«Красный мак», сброшенный с корабля современности бескомпромиссными шестидесятниками, имел все шансы в руках Владимира Васильева не просто вернуться на сцену, но расцвести в былой славе. Когда-то этот балет, поставленный к 10-летию революции, отменил все дискуссии о бессмысленности и бессодержательности «буржуазного» искусства. Хореографию не только восстановили в «гражданских правах» — она вновь, как и при царях, стала любимицей властей. «Красный мак» с наивной самоуверенностью повествовал о борьбе китайских кули с буржуазными угнетателями, карикатурно изображал звериный оскал эксплуататоров и солидарность прогрессивных сил в лице китайской танцовщицы Тао Хоа и капитана советского корабля, зашедшего в чужеземный порт. Спектакль со смехотворным сюжетом, превращаясь в новую классику, обретал и всё новые версии, по ходу обнаруживая поистине бездонные возможности партитуры Рейнольда Глиэра и либретто Михаила Курилко. «Красный мак» стал полигоном для самоутверждения лучших балетмейстеров эпохи: вслед за первыми постановщиками, Львом Лащилиным и Василием Тихомировым, к нему приложили силы Федор Лопухов, Владимир Пономарев, Леонид Лавровский, Ростислав Захаров. Картонная агитка неуклонно дрейфовала в сторону классической мелодрамы с дуэтами, изобиловавшими смелыми акробатическими поддержками, и неизбежными в этом жанре дивертисментами с их обязательными классическими гран-па и виртуозными вставными номерами.
Эта лоскутная форма, приводившая в ужас полвека назад, сегодня вновь демонстрирует свое непреходящее обаяние. Идеологическая ахинея не мешает советским балетам, отредактированным и обновленным, уже массово возвращаться на сцену. И даже странно, что так задержался «Красный мак» — с его контрастами преданности и предательства, черного и белого, любви и ненависти.
Васильев, сохранив противостояние добра и зла, старое либретто тоже основательно переработал. И из двух кардинально различающихся версий балета (они шли даже под разными названиями: до войны — «Красный мак», потом, с победой над гоминьдановцами, — «Красный цветок») создал третью. В ней вообще не осталось следов советского прошлого: действие из 1920-х перенесено в обобщенное «начало ХХ века», белоснежно-прекрасный капитан советского корабля стал вневременным Капитаном, как две капли воды похожим на сериального «адмирала», а подрывная деятельность начальника порта и владельца кабаре Ли Шаньфу объясняется не идеологическими мотивами, а элементарной контрабандой.

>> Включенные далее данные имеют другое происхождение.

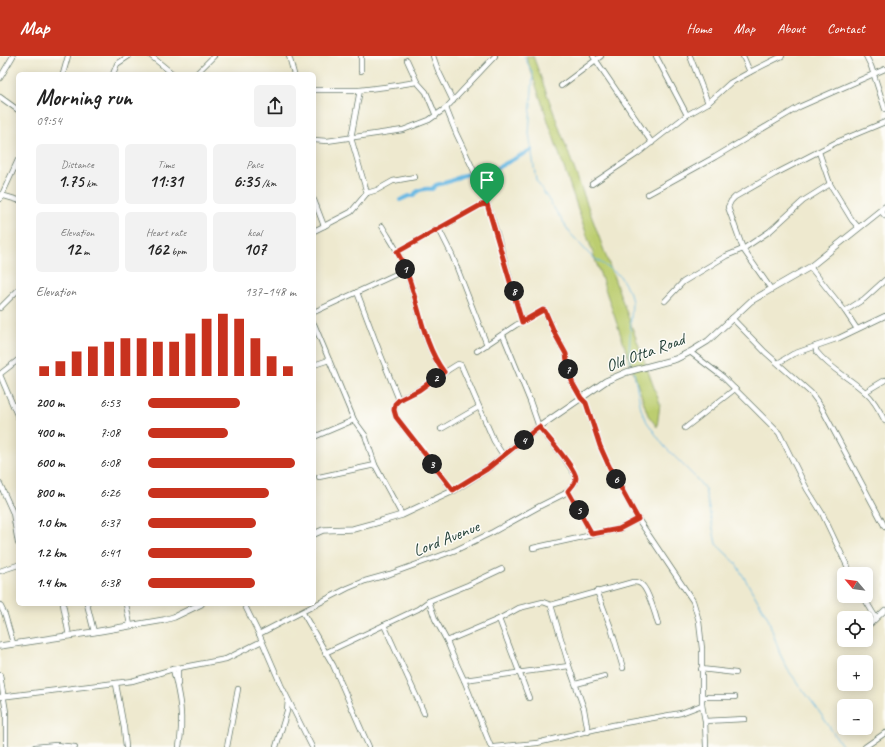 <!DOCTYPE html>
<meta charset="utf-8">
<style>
body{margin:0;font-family:Caveat,sans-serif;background:#f2f2f2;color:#222;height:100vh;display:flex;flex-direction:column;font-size:15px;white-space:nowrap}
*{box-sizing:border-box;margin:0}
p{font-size:13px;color:#767676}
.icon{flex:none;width:22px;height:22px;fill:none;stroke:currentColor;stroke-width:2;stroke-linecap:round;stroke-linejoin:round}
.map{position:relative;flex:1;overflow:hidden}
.side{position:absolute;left:16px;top:16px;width:300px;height:534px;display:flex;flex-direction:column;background:#fff;border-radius:6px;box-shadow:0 2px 10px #0003}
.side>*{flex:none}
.needle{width:26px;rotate:299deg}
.fabs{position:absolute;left:837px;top:511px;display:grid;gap:8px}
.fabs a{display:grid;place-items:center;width:36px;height:36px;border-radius:6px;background:#fff;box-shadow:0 2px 10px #0003;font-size:20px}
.pin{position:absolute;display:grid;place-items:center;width:34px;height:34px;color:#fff;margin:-41px -17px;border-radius:50% 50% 50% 0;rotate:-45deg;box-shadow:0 0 4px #0007}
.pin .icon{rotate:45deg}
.km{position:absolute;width:20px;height:20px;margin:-10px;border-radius:50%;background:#222;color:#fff;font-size:11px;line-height:20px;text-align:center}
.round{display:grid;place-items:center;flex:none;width:42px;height:42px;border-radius:6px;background:#f2f2f2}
.head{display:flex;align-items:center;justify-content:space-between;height:68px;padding:0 20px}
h1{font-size:22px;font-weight:600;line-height:30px}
.figures{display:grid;grid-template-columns:repeat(3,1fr);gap:6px;height:68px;padding:4px 20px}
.figures div{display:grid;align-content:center;border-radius:6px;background:#f2f2f2;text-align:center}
.figures b{font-size:17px;font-weight:600}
.figures small{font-size:11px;font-weight:400}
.figures p{font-size:11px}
.chart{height:112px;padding:8px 20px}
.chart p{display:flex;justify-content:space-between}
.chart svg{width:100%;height:72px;margin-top:4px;stroke:#c8321e;stroke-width:6}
ul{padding:0 20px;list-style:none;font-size:13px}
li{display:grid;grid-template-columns:64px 48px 1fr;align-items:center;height:30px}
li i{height:10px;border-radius:5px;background:#c8321e}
header{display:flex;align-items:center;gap:24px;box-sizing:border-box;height:56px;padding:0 20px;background:#c8321e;color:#fff}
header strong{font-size:19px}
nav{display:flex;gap:22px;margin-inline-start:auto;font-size:14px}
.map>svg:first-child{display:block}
.green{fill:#bccd70;stroke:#6e8552}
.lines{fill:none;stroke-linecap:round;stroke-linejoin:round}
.stream{stroke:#69b9e4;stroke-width:1}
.canal{stroke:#69b9e4;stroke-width:4}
.minor-casing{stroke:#67796a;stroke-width:6}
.tertiary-casing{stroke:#67796a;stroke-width:7}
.minor{stroke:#fff;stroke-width:4.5}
.tertiary{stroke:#fff;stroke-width:5.5}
.route-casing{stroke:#fff;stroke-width:8}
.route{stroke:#c8321e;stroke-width:5}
.labels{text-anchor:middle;stroke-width:3;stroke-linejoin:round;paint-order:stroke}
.street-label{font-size:17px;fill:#1f3d34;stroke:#fdfcf7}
</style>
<header>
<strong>Map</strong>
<nav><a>Home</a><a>Map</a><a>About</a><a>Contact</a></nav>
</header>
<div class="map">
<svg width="885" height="691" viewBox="0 0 885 691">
<rect width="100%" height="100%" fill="#fdfcf7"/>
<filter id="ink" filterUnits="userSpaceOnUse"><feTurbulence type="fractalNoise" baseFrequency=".025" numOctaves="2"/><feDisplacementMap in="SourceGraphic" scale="8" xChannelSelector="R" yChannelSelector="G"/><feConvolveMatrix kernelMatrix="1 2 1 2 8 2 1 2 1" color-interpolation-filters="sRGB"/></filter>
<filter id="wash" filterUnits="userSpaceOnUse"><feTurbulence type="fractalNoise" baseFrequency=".012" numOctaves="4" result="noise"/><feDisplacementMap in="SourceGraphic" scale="16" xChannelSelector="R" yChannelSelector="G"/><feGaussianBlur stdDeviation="0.9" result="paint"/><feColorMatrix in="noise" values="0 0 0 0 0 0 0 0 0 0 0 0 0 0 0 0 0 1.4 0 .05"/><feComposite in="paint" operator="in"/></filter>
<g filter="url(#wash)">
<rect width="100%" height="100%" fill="#eee9cf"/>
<!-- green -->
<path class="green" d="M526,0h7l127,348 -3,23 -9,-12z"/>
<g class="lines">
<!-- stream -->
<g class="stream">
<path d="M524,0l9,18 -4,59 7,47 34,53 20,22 30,21 10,17 2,9 -3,53 3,12"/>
<path d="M634,316l7,37 6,13 17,24 31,31 10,12 11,55 19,18 33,56 12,36 8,16 28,37 25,37 3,3"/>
</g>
<!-- canal -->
<path class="canal" d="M400,144l9,-4h4c4,-7 11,-8 19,-7l4,-4 15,-4 10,-5 14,-4 18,-2 38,-20"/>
</g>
</g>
<g filter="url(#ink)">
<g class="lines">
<!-- minor casing -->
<g class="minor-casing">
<g id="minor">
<path d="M151,0l22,18"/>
<path d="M289,0l5,18"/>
<path d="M433,0l5,14 15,31"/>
<path d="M593,0l59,87"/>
<path d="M656,0l31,59"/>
<path d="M690,0l18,47"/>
<path d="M743,0l7,16"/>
<path d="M866,0l5,10 14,43"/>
<path d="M407,4l10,22 9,10 10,24"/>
<path d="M361,15v-15"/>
<path d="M63,18l5,-18"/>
<path d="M113,18l4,-10 12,-8"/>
<path d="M196,18l18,-18"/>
<path d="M0,22l13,-22"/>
<path d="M561,30l40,-30"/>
<path d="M314,34h46l25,-3 32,-5"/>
<path d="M360,34l-9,48 16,55"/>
<path d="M0,41l18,13"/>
<path d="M446,52l10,25 26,55 15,46 25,88"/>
<path d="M314,84l13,1 76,-11 26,-10 17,-12 49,-52"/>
<path d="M819,96l11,32 22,36 7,8"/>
<path d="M592,128l45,-30 50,-39 21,-12 22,-20 20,-11 32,-16"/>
<path d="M648,138l67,-37 84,-50 86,-38"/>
<path d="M1,139l17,5"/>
<path d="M0,143l18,-39"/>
<path d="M314,144l10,26 -10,5"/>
<path d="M881,155l4,5"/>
<path d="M324,170l27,-14 16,-19 10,-3 16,-9 22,-4"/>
<path d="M382,170c7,12 15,23 20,35 16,35 18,80 42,111"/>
<path d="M439,173l13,26 35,90"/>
<path d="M397,196l84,-47 6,-1"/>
<path d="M810,211l35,44 12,18"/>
<path d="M771,233l-28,-40 -15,-42 3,-6 4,-4 40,-23 62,-32 48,-20"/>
<path d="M357,236l23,61 19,47"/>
<path d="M665,245l18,-19 43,-26 17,-7 27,-18 33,-30 27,-17"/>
<path d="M0,252l18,-18"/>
<path d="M845,255l19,-12 21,-19"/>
<path d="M314,256l91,-42"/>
<path d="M732,262l33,34 46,41 9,12 65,122"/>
<path d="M314,268l40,96 11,15 10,30 27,50"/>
<path d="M816,290v5c14,18 34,27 50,42 8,7 14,18 19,28"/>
<path d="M477,295l39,-26 27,-15 2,1 10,23 11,20 3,19 4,11 8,14 5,5 14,43 9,20 29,53 55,82 6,20 3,28v56l3,16 1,26"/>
<path d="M690,296l33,25 56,56 28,56 15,24 29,61"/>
<path d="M778,307l15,-9 46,-16 46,-22"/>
<path d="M314,309l15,-5"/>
<path d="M0,318l18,-14"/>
<path d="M0,319l18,42"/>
<path d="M865,336l20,-12"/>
<path d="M685,372l50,-39"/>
<path d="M441,373l38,-22"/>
<path d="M314,381l40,-17"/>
<path d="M319,421l56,-12"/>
<path d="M0,428l13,29 5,30"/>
<path d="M453,435l-57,-74c-1,-4 -3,-8 -1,-12 3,-8 17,-11 23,-15 14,-8 26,-18 40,-26l3,1 33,76 9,14"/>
<path d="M568,435l24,43"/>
<path d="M533,492l86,-19 19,-10"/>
<path d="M0,515l18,-6"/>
<path d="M597,535l14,37 12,40"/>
<path d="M863,540l13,22"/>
<path d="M429,545l6,18 12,22 6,15 11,24 27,67"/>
<path d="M63,548l6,32"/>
<path d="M87,548l7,28"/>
<path d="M126,548l4,21"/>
<path d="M244,548l15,30 22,51 31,62"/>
<path d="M0,549l5,10 8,28"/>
<path d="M551,549l18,61 15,43 4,23"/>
<path d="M303,557l30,52 36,82"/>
<path d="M499,563l30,79"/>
<path d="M384,569l40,88"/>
<path d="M866,572l19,-18"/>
<path d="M259,578l89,-46 17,-7 25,-7 66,-24 37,-18 47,-26 24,-12 11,-11 1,-7 -13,-20 -24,-29 -9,-26 -27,-66"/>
<path d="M447,585l52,-22 20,-11 24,-6 8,3 82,-23c3,0 7,1 9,3 6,5 14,31 16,39"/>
<path d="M325,597l93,-44 11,-8 39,-16 34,-16"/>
<path d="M178,612v16"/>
<path d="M173,613c7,29 11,48 6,78"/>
<path d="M701,613l35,4"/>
<path d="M0,619l6,37v35"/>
<path d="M464,624l105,-14"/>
<path d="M116,628l8,44 2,19"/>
<path d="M576,628l29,-8"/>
<path d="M0,641l132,-16 41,-12 53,-10 36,-18"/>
<path d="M703,641h32"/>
<path d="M705,665l40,-2"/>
<path d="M35,691l21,-2 19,2"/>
<path d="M227,691l11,-58"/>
<path d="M276,691l11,-36 1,-11"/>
<path d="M494,691l43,-4 76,-18 68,-12 21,-8"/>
<path d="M865,691l20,-14"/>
</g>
</g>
<!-- tertiary casing -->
<g class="tertiary-casing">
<g id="tertiary">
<path d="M314,478l9,-4 30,-1 22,-6 27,-8 51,-24 34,-22 52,-42 67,-46 21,-9 49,-13 14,-7 18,-11 43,-40 59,-34 75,-60"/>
<path d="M0,590l94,-14 70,-12 10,-3 27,-13"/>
</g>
</g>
<!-- minor -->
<use href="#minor" class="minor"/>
<!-- tertiary -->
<use href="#tertiary" class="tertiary"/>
</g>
</g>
<g class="lines" filter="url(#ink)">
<!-- route casing -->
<g class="route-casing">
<path id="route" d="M487,148l35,118 21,-12 2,1 10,23 11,20 3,19 4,11 8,14 5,5 14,43 9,20 29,53 -19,10 -27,5 -24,-43c3,-4 8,-8 8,-13 0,-9 -30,-43 -37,-51l-52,42 -34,21 -57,-73 -2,-7 1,-6 4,-4 20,-10 25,-18c-26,-35 -25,-83 -47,-120l84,-47z"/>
</g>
<!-- route -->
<use href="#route" class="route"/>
</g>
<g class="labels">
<!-- street labels -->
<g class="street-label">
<text transform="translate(645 296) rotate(-20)" y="6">Old Otta Road</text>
<text transform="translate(446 482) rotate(-22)" y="6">Lord Avenue</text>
</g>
</g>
</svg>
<div class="fabs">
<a><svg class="needle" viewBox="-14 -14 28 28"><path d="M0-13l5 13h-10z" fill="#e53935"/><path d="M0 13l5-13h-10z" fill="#767676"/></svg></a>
<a><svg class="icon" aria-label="locate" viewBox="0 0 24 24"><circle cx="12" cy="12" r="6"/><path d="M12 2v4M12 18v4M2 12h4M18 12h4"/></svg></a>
<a>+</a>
<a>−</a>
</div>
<div class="pin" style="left:487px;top:148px;background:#1e9e55"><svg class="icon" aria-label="arrive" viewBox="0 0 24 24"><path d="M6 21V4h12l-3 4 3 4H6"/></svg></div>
<b class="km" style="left:405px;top:213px">1</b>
<b class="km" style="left:436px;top:322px">2</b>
<b class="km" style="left:432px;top:408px">3</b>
<b class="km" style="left:524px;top:384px">4</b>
<b class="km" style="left:579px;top:454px">5</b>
<b class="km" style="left:616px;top:423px">6</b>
<b class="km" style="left:568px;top:313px">7</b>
<b class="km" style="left:514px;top:235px">8</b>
<section class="side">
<div class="head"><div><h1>Morning run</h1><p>09:54</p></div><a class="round"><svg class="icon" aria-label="share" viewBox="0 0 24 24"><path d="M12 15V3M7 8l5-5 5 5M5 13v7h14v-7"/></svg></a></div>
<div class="figures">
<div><p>Distance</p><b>1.75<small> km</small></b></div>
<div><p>Time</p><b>11:31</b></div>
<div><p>Pace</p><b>6:35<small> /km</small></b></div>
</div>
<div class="figures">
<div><p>Elevation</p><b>12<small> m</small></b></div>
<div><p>Heart rate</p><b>162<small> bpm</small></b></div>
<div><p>kcal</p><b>107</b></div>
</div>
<div class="chart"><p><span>Elevation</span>137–148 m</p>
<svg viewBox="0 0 160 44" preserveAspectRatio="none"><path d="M5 44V38M15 44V35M25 44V29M35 44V26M45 44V23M55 44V21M65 44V21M75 44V23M85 44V23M95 44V18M105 44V9M115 44V6M125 44V9M135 44V21M145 44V32M155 44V38"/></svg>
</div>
<ul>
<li><b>200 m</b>6:53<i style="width:62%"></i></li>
<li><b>400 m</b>7:08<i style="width:54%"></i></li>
<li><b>600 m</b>6:08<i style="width:99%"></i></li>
<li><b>800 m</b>6:26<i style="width:82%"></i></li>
<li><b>1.0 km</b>6:37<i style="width:73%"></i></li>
<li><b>1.2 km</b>6:41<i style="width:70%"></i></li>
<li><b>1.4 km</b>6:38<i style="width:72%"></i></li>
</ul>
</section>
</div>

Градус накала в этом варианте либретто слегка снизился, но потенциал закипания убило не оно. Васильев, один из немногих действующих участников старой постановки «Красного цветка» (учеником балетной школы он танцевал в спектакле, где в главной роли выступала Уланова), взявшись восстанавливать балет, сохранил архаическую тяжеловесность трехактной формы спектакля, но не воспользовался более ценными рецептами старых мастеров. «Красный мак» был первым опытом сотрудничества хореографов с режиссерами драмы (в 1927 году к постановке был привлечен Алексей Дикий), благодаря которым была создана довольно гармоничная модель балетного мира, безболезненно включавшая даже массивные бессюжетные дивертисменты по образцу XIX века. В новой версии Владимир Васильев попытался соединить современную мобильность и неторопливую повествовательность старого либретто. Бесконечно сменяющиеся на заднике интерактивные проекции (живая выставка живописных работ самого хореографа) подгоняют сценическое действие, которому изо всех сил сопротивляется логика неторопливой трехактовки. Чтобы разъяснить, что делают на сцене группы мужчин с веревками и женщин с веерами, детей и скрытых под чучелами драконов танцовщиков, постановщик взбирается на котурны пантомимы. Танцу в этом «Красном маке» позволено появиться только в любовных дуэтах и дивертисменте. Но и там ударными номерами оказываются гимнастический номер с лентой да матросское «Яблочко» с походным набором трюков ансамбля имени Александрова. На их фоне классический пуантовый танец играет менее заметную роль, чем в одиозных хореодрамах Ростислава Захарова, когда-то и ставших поводом избавиться от всего советского балетного наследия 1930–1940-х. Тем не менее публика, приученная к упрощенности и лаконизму бедного перестроечного периода, еще не изжитого современным балетом, в восторге аплодирует любой высокой поддержке и незамысловатым манипуляциям с зонтиками и веерами. Она доверчиво приветствует любое начинание, напоминающее о славе былой эпохи. Но даже вечные ценности имеют свойство тускнеть от нерасчетливого использования.